Yichong Xu, Sivaraman Balakrishnan, Aarti Singh, Artur Dubrawski.
Year: 2020, Volume: 21, Issue: 162, Pages: 1−54
In supervised learning, we typically leverage a fully labeled dataset to design methods for function estimation or prediction. In many practical situations, we are able to obtain alternative feedback, possibly at a low cost. A broad goal is to understand the usefulness of, and to design algorithms to exploit, this alternative feedback. In this paper, we consider a semi-supervised regression setting, where we obtain additional ordinal (or comparison) information for the unlabeled samples. We consider ordinal feedback of varying qualities where we have either a perfect ordering of the samples, a noisy ordering of the samples or noisy pairwise comparisons between the samples.
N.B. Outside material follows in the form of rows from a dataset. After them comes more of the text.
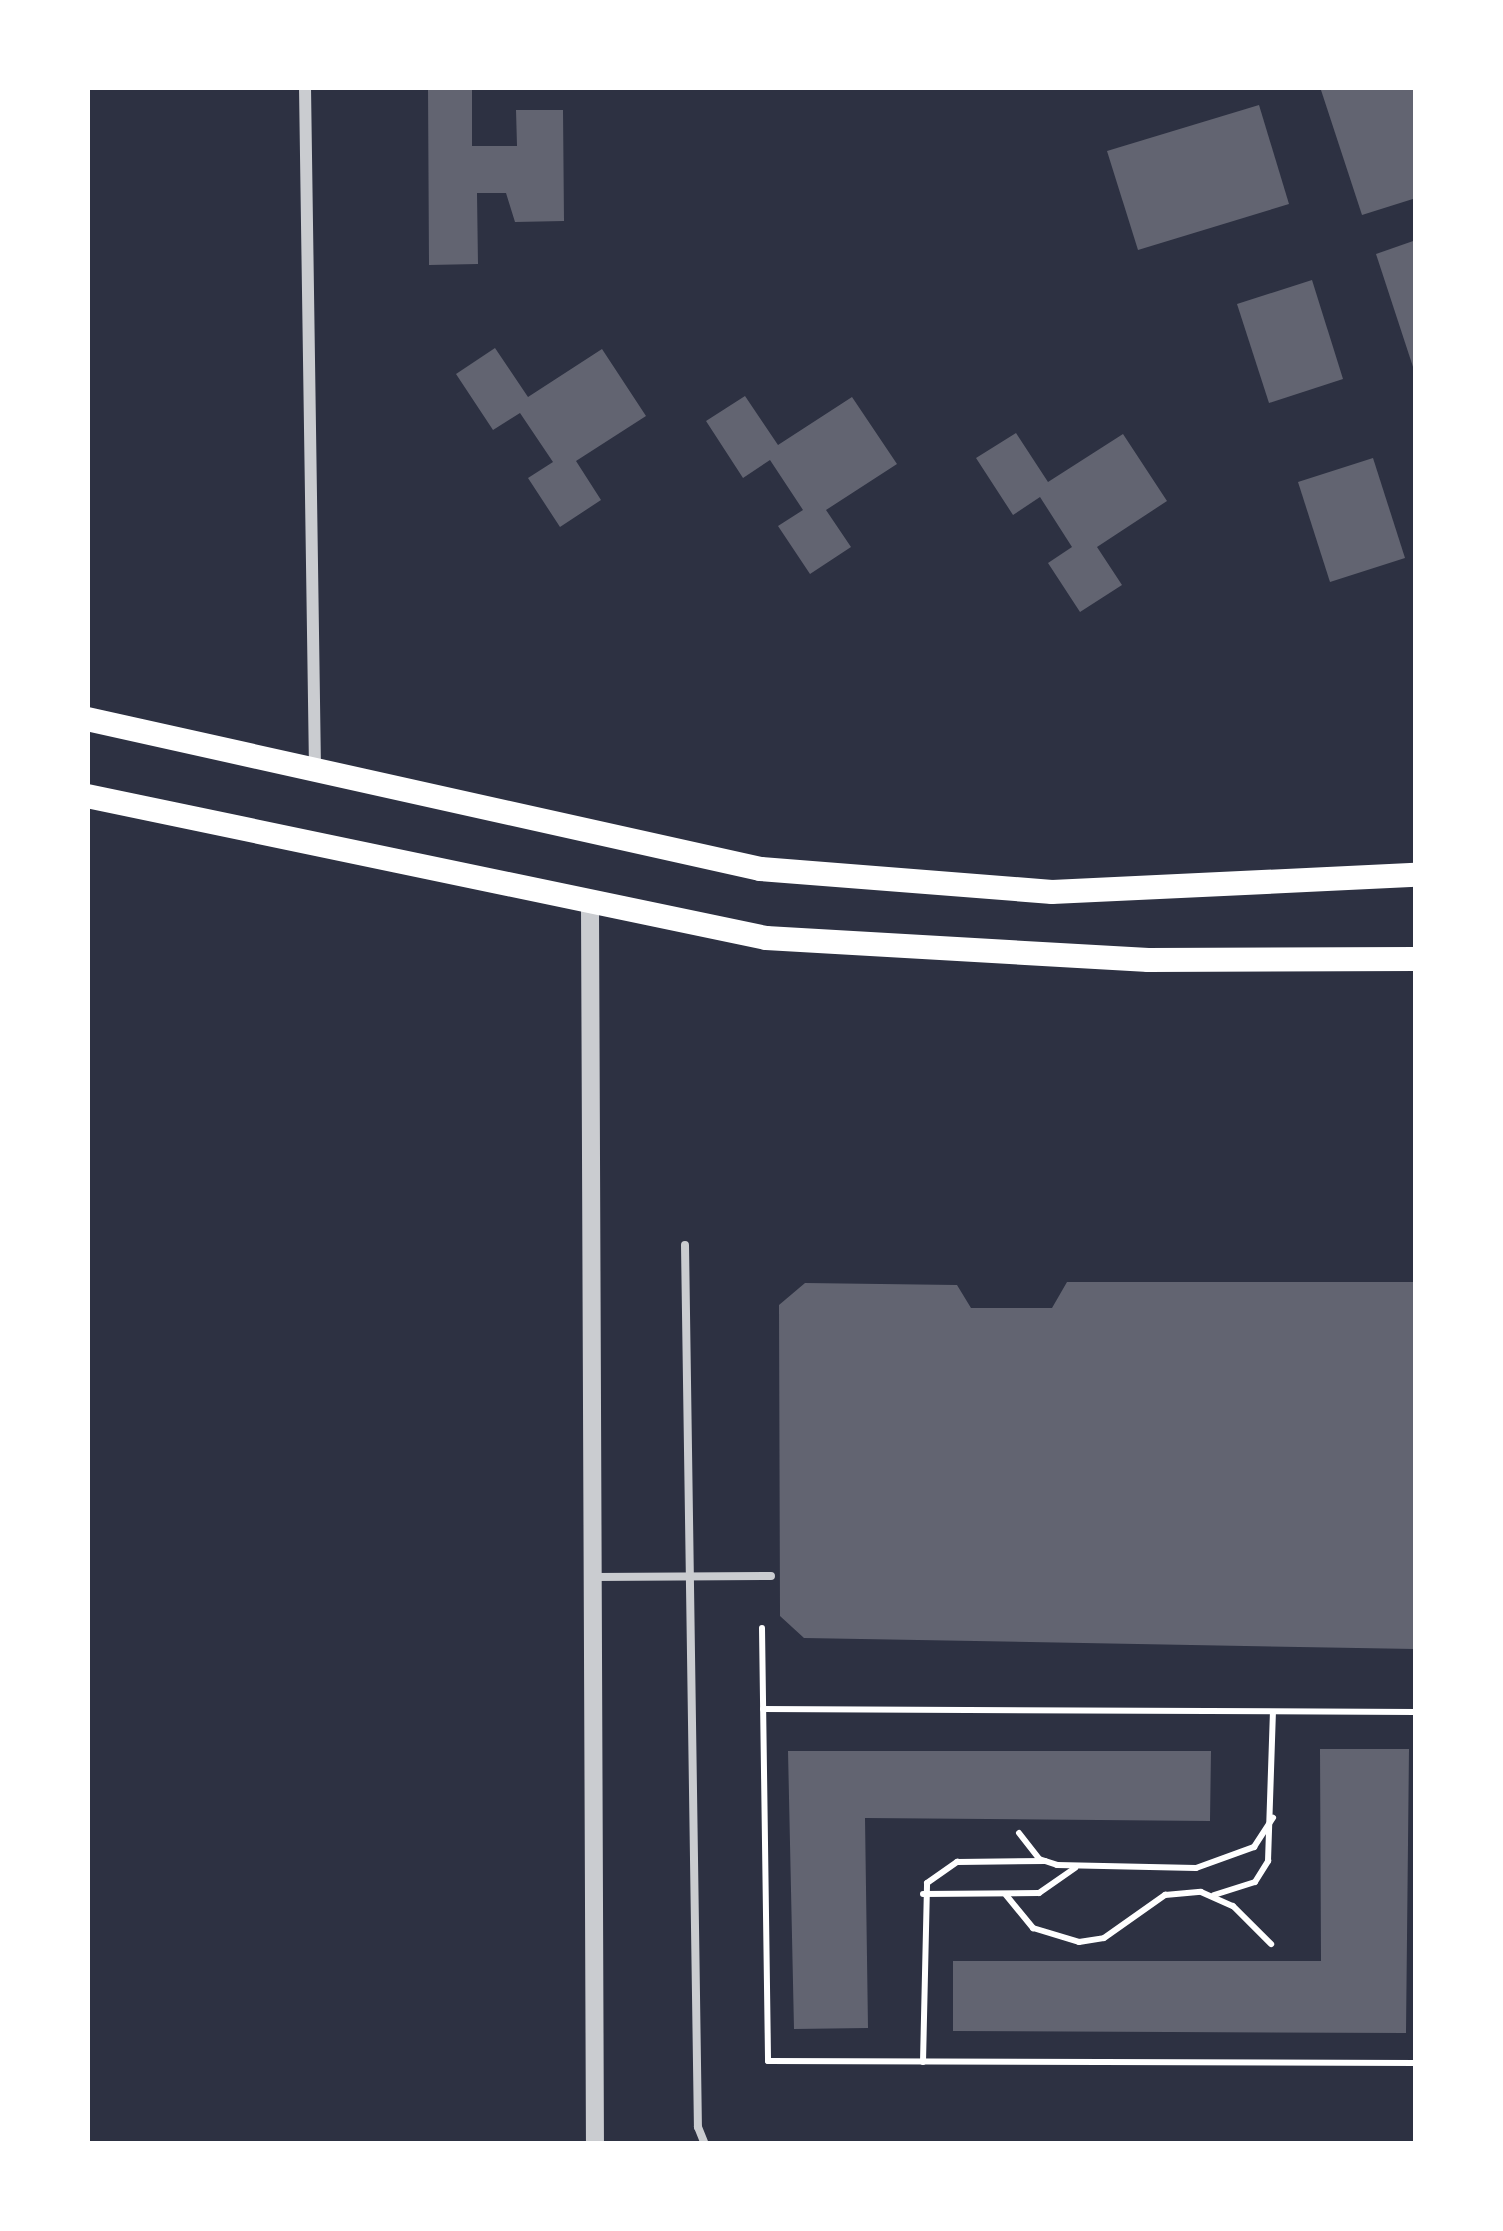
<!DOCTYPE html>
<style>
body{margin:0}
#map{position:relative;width:1503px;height:2231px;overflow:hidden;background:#2d3142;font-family:"Varela Round",sans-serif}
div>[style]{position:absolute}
.building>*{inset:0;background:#626471}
.path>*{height:6px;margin:-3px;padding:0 3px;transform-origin:3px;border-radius:3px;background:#fff}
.service>*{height:8px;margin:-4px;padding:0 4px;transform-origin:4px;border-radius:4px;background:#caccd0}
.minor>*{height:12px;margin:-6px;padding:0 6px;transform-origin:6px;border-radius:6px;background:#caccd0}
.tertiary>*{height:18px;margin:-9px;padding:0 9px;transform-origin:9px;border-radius:9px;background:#caccd0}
.primary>*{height:24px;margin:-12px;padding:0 12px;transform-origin:12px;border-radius:12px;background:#fff}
span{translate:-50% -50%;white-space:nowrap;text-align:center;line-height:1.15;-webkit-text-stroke:12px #fff;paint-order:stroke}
.frame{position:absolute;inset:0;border:90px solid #fff;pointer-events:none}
</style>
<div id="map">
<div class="building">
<i style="clip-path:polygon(428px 87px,472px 87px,472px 146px,517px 146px,516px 110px,563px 110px,564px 221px,515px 222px,506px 193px,477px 193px,478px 264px,429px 265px)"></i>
<i style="clip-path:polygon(1320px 87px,1416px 87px,1416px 198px,1362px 215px)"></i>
<i style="clip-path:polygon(1259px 105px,1289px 204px,1138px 250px,1107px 151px)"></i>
<i style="clip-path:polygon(1416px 240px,1416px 373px,1415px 373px,1376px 254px)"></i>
<i style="clip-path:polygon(1312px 280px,1343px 379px,1269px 403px,1237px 304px)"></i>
<i style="clip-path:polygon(495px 348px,528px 397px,602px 349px,646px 416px,576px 461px,601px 500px,560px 527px,528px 478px,553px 462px,520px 413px,493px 430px,456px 374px)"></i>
<i style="clip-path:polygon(745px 396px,778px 445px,852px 397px,897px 464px,826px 510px,851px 547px,810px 574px,778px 526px,803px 510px,770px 460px,743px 478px,706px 421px)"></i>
<i style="clip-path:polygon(1016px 433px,1048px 482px,1123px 434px,1167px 501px,1097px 547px,1122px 585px,1080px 612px,1048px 563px,1072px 547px,1040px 497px,1013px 515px,976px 458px)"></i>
<i style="clip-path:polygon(1373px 458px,1405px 558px,1330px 582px,1298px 482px)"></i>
<i style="clip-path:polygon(1067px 1282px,1416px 1282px,1415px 1649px,804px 1638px,780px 1616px,779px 1305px,805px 1283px,957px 1285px,971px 1308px,1052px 1308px)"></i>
<i style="clip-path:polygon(1320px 1749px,1409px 1749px,1406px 2033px,953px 2031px,953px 1961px,1321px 1961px)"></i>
<i style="clip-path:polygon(788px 1751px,1211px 1751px,1210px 1821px,865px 1818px,868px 2028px,794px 2029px)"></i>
</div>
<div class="path">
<i style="left:762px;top:1628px;width:433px;rotate:89.2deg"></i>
<i style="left:768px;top:2061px;width:648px;rotate:0.18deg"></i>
<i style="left:763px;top:1709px;width:653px;rotate:0.26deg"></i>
<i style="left:1019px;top:1833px;width:33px;rotate:52deg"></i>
<i style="left:1039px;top:1859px;width:19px;rotate:18deg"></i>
<i style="left:1057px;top:1865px;width:139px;rotate:1.2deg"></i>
<i style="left:1196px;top:1868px;width:62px;rotate:-19.9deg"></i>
<i style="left:1254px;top:1847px;width:35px;rotate:-57deg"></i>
<i style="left:923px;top:1894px;width:116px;rotate:-0.5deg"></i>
<i style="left:1039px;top:1893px;width:44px;rotate:-34.8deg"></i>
<i style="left:1006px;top:1895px;width:43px;rotate:50.7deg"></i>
<i style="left:1033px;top:1928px;width:48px;rotate:16.9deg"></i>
<i style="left:1079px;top:1942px;width:25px;rotate:-9deg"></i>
<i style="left:1104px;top:1938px;width:75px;rotate:-35.2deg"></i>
<i style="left:1165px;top:1895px;width:36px;rotate:-5deg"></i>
<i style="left:1201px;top:1892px;width:35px;rotate:24deg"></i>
<i style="left:1233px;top:1906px;width:54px;rotate:45deg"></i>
<i style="left:1214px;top:1895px;width:43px;rotate:-17.6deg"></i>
<i style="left:1255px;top:1882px;width:25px;rotate:-58deg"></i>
<i style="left:1268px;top:1861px;width:149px;rotate:-88.1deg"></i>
<i style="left:923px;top:2062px;width:179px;rotate:-88.7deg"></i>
<i style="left:927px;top:1883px;width:37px;rotate:-35deg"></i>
<i style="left:957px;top:1862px;width:88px;rotate:-0.7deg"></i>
</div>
<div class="service">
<i style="left:685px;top:1245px;width:882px;rotate:89.16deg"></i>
<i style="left:698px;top:2127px;width:18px;rotate:68deg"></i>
<i style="left:594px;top:1577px;width:177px;rotate:-0.3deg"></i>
</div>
<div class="minor">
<i style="left:305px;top:87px;width:682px;rotate:89.16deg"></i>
</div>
<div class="tertiary">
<i style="left:590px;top:907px;width:1237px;rotate:89.77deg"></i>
</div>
<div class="primary">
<i style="left:87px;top:719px;width:690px;rotate:12.56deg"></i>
<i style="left:760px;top:869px;width:293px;rotate:4.5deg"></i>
<i style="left:1052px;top:892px;width:364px;rotate:-2.7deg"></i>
<i style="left:87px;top:796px;width:694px;rotate:11.81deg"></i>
<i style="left:766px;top:938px;width:383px;rotate:3.3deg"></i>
<i style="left:1148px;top:960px;width:268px;rotate:-0.2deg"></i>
</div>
<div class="frame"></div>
</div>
We provide a precise quantification of the usefulness of these types of ordinal feedback in both nonparametric and linear regression, showing that in many cases it is possible to accurately estimate an underlying function with a very small labeled set, effectively escaping the curse of dimensionality. We also present lower bounds, that establish fundamental limits for the task and show that our algorithms are optimal in a variety of settings. Finally, we present extensive experiments on new datasets that demonstrate the efficacy and practicality of our algorithms and investigate their robustness to various sources of noise and model misspecification.